I was converting pdf to docx using python along with tagging the Paragraphs(for e.g. [P20],[B44] like this ), emphasis( which are <EM>, <EMB>... like this has to be tagged) but I'm unable to capture the superscripts (footnotes) and tag them as well, superscripts are automatically converted into subscripts during conversion so unable to recognize them, also they have to be tagged as <FOOTNOTE 1>... .
1>Since footnotes descriptions are usually found at the end of the Page with corresponding number i tried capturing that 1st and searing for the corresponding number in the same page and compare them if they are same then we can tag but it tagged each and every number in that page. so it's unsuccessful.
def tag_emphasis(span, text):
font = span.get("font", "").lower()
flags = span.get("flags", 0)
is_bold = "bold" in font
is_italic = "italic" in font or "oblique" in font
is_underlined = bool(flags & 4)
if is_bold and is_underlined:
return f"<EMBU>{text}</EMBU>"
elif is_bold and is_italic:
return f"<EMBI>{text}</EMBI>"
elif is_bold:
return f"<EMB>{text}</EMB>"
elif is_italic:
return f"<EM>{text}</EM>"
elif is_italic:
return f"<EMI>{text}</EMI>"
return text
def determine_indent_from_bbox(span):
left = span["bbox"][0]
return int(left // 10) * 10
def count_leading_indent_chars(text):
text = text.replace("\t", " ")
return len(text) - len(text.lstrip(" "))
def is_superscript(span, line_y0):
return span["size"] < 9 and span["bbox"][1] < line_y0 - 2
def tag_entire_pdf(pdf_path):
doc = fitz.open(pdf_path)
tagged_lines = []
is_first_page_header_tagged = False
previous_indent = None
previous_blank = True
for page_index, page in enumerate(doc):
blocks = page.get_text("dict")["blocks"]
for block in blocks:
if block["type"] != 0:
continue
for line in block["lines"]:
raw_line_text = ""
tagged_line_text = ""
line_indent = None
line_y0 = line["bbox"][1]
for span in line["spans"]:
raw = span["text"]
if not raw.strip():
continue
raw_line_text += raw
clean = span["text"].strip()
if is_superscript(span, line_y0) and clean.isdigit():
tagged = f"<sup>{clean}</sup>"
else:
tagged = tag_emphasis(span, clean)
if line_indent is None:
line_indent = determine_indent_from_bbox(span)

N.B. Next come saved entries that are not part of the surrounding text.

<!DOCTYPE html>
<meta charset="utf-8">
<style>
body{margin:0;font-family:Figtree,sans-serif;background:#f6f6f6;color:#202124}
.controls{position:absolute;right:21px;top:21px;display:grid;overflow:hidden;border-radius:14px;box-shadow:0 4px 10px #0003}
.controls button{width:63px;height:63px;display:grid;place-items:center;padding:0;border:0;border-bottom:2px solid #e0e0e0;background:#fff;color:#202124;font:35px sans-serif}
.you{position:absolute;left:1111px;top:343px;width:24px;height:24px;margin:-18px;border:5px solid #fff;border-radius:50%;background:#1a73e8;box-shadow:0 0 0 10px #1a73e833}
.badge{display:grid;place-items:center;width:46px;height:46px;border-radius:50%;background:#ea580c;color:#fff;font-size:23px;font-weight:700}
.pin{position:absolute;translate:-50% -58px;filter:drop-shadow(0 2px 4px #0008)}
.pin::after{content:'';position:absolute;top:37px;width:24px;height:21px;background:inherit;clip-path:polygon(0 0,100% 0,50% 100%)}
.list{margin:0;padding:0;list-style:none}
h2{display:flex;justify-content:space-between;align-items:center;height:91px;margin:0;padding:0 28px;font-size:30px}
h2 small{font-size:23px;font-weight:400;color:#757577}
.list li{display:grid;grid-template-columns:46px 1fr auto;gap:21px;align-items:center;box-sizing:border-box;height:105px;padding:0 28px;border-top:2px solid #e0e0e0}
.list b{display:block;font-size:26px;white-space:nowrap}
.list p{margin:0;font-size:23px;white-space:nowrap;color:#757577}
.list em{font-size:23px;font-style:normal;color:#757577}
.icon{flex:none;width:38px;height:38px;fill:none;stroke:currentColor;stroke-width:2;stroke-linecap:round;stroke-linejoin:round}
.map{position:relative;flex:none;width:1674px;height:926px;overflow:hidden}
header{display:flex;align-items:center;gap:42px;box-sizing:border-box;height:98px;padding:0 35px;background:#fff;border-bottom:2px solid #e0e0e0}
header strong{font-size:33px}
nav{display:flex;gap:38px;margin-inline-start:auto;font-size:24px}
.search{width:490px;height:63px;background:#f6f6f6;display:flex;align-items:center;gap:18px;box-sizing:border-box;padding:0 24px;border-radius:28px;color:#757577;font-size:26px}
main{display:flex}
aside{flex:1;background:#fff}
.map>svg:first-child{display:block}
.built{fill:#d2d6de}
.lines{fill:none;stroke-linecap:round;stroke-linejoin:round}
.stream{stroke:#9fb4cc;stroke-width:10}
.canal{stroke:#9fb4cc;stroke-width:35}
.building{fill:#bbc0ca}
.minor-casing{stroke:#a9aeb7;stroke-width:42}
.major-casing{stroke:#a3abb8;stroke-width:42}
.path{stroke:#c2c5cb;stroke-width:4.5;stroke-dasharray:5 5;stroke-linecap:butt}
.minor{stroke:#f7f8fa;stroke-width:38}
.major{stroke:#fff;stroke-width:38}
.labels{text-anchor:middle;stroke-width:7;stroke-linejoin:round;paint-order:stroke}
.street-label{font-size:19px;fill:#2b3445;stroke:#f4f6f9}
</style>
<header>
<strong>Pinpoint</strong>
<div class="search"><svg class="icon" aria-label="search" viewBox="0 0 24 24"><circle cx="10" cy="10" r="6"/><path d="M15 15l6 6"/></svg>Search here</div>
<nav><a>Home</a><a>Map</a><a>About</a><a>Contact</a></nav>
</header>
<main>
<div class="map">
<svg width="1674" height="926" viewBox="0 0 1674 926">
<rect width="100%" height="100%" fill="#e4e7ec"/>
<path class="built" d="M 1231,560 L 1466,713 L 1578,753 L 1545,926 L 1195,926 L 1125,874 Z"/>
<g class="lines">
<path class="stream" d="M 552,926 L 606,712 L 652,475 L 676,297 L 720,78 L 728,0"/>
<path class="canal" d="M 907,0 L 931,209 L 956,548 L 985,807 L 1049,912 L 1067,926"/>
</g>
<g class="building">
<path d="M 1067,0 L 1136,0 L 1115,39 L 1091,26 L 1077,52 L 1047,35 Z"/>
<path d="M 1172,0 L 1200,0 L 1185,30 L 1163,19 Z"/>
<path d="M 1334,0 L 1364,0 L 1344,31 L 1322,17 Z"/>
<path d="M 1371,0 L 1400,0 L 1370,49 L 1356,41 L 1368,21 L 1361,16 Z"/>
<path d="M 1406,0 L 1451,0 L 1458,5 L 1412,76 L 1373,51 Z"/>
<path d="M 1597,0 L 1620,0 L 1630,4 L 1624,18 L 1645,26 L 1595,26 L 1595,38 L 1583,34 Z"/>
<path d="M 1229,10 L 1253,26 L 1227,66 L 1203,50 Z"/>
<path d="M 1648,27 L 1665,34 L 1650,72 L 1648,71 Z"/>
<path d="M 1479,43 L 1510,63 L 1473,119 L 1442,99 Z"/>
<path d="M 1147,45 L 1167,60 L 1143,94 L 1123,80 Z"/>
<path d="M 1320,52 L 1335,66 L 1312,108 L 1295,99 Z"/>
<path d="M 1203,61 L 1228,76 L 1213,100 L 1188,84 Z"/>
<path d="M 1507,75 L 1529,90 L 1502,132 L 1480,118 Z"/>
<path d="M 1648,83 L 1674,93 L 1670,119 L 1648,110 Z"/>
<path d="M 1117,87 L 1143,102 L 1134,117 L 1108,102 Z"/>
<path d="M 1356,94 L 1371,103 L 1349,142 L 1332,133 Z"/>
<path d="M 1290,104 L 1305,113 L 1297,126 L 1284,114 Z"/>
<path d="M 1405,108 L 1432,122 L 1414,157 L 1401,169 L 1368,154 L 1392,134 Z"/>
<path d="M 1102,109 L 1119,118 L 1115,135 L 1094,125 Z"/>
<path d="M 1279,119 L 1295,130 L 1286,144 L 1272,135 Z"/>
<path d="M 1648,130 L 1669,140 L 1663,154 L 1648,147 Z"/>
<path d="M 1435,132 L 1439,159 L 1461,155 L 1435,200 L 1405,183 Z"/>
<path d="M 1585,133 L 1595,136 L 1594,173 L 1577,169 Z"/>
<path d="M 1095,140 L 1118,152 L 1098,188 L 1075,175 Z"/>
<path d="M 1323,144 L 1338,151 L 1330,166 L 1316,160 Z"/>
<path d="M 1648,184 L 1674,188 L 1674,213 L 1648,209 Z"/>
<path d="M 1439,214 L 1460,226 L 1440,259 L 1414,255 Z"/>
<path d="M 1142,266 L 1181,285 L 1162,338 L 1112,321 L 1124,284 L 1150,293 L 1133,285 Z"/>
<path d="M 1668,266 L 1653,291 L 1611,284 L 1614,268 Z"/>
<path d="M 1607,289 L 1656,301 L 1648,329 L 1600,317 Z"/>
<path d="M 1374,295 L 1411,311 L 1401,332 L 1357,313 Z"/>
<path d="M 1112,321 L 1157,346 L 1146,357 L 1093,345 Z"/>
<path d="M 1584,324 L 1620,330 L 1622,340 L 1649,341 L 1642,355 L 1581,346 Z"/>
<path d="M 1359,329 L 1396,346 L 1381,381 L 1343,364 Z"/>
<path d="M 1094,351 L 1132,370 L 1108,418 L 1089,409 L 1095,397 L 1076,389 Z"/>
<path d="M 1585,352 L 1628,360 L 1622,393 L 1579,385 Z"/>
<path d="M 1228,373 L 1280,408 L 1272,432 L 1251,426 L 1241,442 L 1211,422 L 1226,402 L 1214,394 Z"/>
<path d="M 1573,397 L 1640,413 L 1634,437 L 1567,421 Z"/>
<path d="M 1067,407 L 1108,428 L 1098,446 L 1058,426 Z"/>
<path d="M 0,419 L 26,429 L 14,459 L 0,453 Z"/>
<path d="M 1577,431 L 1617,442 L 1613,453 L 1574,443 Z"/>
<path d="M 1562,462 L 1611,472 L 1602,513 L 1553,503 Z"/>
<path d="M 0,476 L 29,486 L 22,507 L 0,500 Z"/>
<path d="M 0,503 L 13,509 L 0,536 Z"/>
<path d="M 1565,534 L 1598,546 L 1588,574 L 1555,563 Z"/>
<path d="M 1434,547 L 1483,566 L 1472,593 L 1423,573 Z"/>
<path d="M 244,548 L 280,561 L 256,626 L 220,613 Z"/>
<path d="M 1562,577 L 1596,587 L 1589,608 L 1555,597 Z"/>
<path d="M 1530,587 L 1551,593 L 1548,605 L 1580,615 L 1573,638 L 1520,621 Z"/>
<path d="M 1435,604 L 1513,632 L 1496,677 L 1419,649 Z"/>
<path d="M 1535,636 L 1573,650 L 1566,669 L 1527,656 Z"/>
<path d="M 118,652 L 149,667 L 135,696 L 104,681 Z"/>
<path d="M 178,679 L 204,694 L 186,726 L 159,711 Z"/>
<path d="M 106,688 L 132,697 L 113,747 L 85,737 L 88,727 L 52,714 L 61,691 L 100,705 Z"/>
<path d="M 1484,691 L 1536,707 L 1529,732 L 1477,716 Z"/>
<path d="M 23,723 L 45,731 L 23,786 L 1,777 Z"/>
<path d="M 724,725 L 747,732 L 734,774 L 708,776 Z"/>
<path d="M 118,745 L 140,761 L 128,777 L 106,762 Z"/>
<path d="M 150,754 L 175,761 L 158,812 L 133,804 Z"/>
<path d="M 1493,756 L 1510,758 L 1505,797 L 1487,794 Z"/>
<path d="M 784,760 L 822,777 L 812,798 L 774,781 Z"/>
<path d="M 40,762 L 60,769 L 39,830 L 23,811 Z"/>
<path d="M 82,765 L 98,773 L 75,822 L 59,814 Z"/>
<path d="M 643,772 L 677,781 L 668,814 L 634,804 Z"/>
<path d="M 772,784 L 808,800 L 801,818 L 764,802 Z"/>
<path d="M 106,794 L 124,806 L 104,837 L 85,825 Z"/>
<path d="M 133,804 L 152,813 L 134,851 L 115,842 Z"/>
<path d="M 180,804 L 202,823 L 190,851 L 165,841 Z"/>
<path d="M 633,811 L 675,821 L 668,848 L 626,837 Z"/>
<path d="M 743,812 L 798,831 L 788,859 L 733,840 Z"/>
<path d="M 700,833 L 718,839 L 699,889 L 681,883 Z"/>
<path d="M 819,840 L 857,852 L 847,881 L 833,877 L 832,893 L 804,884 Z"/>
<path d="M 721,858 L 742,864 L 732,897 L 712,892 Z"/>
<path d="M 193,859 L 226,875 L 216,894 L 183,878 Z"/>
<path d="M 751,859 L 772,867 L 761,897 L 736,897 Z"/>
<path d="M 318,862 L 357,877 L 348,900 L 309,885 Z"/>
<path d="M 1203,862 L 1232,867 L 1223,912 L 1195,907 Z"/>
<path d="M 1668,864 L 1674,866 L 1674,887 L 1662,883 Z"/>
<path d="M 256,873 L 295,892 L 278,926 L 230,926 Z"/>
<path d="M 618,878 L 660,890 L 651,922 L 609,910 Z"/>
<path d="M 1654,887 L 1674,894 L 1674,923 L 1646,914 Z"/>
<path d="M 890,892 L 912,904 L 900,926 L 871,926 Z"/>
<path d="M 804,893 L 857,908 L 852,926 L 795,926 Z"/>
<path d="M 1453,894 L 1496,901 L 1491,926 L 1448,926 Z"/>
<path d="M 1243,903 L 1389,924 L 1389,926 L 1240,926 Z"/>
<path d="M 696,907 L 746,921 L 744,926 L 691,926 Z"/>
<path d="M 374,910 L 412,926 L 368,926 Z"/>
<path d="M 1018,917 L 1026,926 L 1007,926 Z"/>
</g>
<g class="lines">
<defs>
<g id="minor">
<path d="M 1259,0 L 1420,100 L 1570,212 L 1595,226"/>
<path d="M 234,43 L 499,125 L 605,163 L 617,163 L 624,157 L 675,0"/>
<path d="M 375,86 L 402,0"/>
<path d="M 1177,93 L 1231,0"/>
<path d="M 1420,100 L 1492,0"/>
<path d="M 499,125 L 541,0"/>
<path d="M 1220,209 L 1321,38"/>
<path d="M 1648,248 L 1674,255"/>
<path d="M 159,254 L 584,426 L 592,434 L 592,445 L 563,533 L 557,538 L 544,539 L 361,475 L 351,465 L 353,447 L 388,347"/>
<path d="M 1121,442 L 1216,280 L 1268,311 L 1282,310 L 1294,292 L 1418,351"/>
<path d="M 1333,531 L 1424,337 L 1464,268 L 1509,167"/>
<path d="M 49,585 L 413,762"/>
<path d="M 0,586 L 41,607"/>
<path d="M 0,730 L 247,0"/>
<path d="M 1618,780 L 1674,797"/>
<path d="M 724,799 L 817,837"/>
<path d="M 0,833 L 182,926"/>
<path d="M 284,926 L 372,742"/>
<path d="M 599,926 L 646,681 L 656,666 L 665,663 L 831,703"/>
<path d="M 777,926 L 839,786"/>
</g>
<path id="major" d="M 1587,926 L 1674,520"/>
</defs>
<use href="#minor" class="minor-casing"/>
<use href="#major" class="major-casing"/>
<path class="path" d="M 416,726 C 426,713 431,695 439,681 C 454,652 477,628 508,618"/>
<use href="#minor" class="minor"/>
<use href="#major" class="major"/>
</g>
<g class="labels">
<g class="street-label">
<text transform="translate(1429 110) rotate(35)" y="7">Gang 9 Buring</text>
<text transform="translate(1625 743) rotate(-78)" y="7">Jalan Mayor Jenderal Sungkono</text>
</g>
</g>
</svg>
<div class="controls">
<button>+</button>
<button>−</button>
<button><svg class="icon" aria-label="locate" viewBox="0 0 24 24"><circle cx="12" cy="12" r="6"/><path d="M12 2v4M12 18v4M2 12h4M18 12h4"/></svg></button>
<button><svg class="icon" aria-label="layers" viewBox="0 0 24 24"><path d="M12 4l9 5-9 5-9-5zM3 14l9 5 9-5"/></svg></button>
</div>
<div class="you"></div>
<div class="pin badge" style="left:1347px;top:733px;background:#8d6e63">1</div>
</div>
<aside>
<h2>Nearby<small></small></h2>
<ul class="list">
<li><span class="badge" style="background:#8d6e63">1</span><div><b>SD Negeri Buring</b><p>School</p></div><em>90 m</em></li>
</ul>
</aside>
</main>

tagged_line_text += tagged + " "
if not tagged_line_text.strip():
tagged_lines.append("")
previous_blank = True
previous_indent = None
continue
if not is_first_page_header_tagged and page_index == 0:
space_count = count_leading_indent_chars(raw_line_text)
tagged_lines.append(f"<P{space_count}>{tagged_line_text.strip()}")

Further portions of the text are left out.